[Collected data entries]
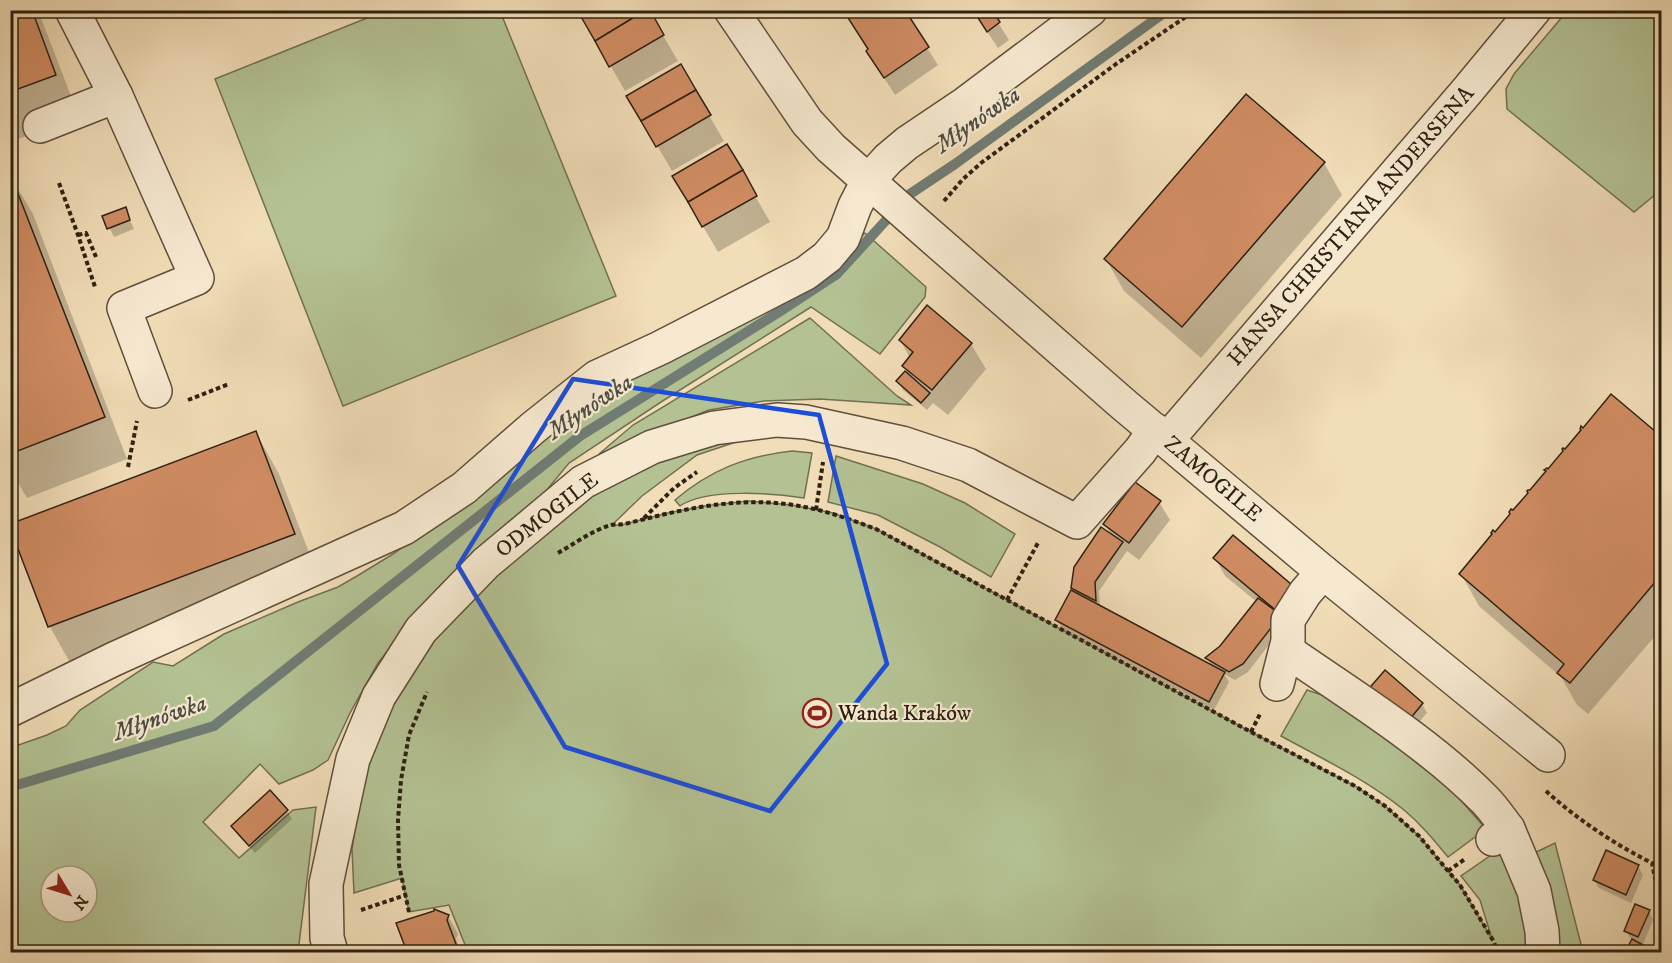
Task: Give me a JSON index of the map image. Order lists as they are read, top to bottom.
{
  "streets": {
    "street": ["HANSA CHRISTIANA ANDERSENA", "ZAMOGILE", "ODMOGILE"]
  },
  "crossings": [
    ["HANSA CHRISTIANA ANDERSENA", "ZAMOGILE"],
    ["HANSA CHRISTIANA ANDERSENA", "ODMOGILE"],
    ["ZAMOGILE", "ODMOGILE"]
  ],
  "water": ["Młynówka"],
  "places": {
    "sports": ["Wanda Kraków"]
  },
  "north": "bottom right"
}
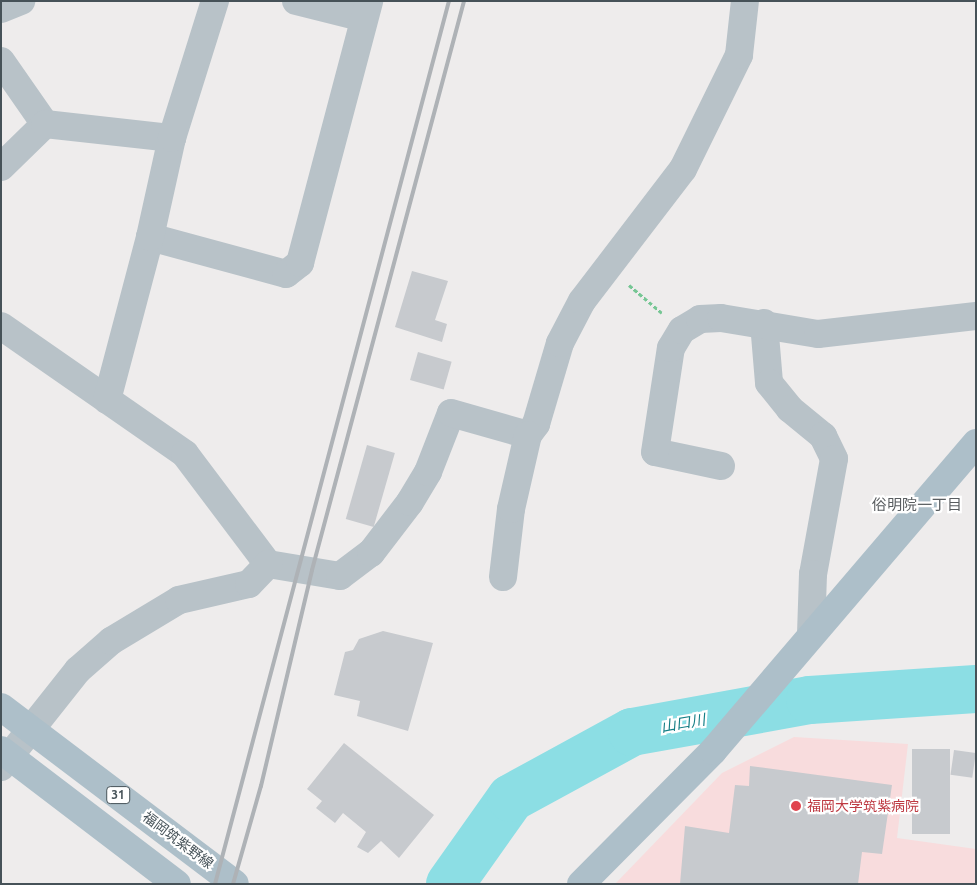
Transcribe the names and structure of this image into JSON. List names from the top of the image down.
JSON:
{
  "streets": {
    "main road": ["31", "福岡筑紫野線"]
  },
  "districts": ["俗明院一丁目"],
  "water": ["山口川"],
  "places": ["福岡大学筑紫病院"]
}
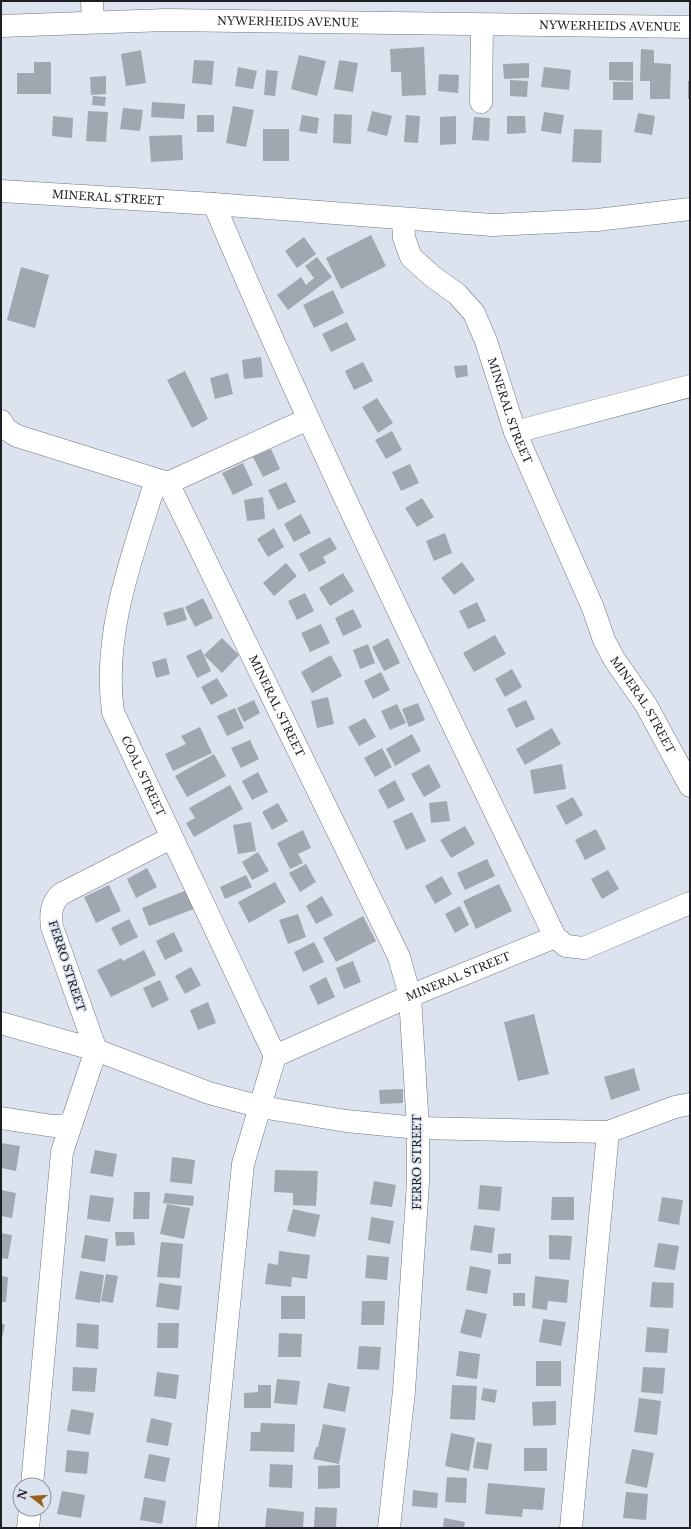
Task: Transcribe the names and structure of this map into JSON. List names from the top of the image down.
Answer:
{
  "streets": {
    "street": [
      "NYWERHEIDS AVENUE",
      "MINERAL STREET",
      "COAL STREET",
      "FERRO STREET"
    ]
  },
  "crossings": [
    ["MINERAL STREET", "COAL STREET"],
    ["MINERAL STREET", "FERRO STREET"],
    ["COAL STREET", "FERRO STREET"]
  ],
  "north": "left"
}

▶ [What is being asked]: Return all lines above that mention the word "names".

▶ [Task response]:
Transcribe the names and structure of this image into JSON. List names from the top of the image down.
Task: Transcribe the names and structure of this map into JSON. List names from the top of the image down.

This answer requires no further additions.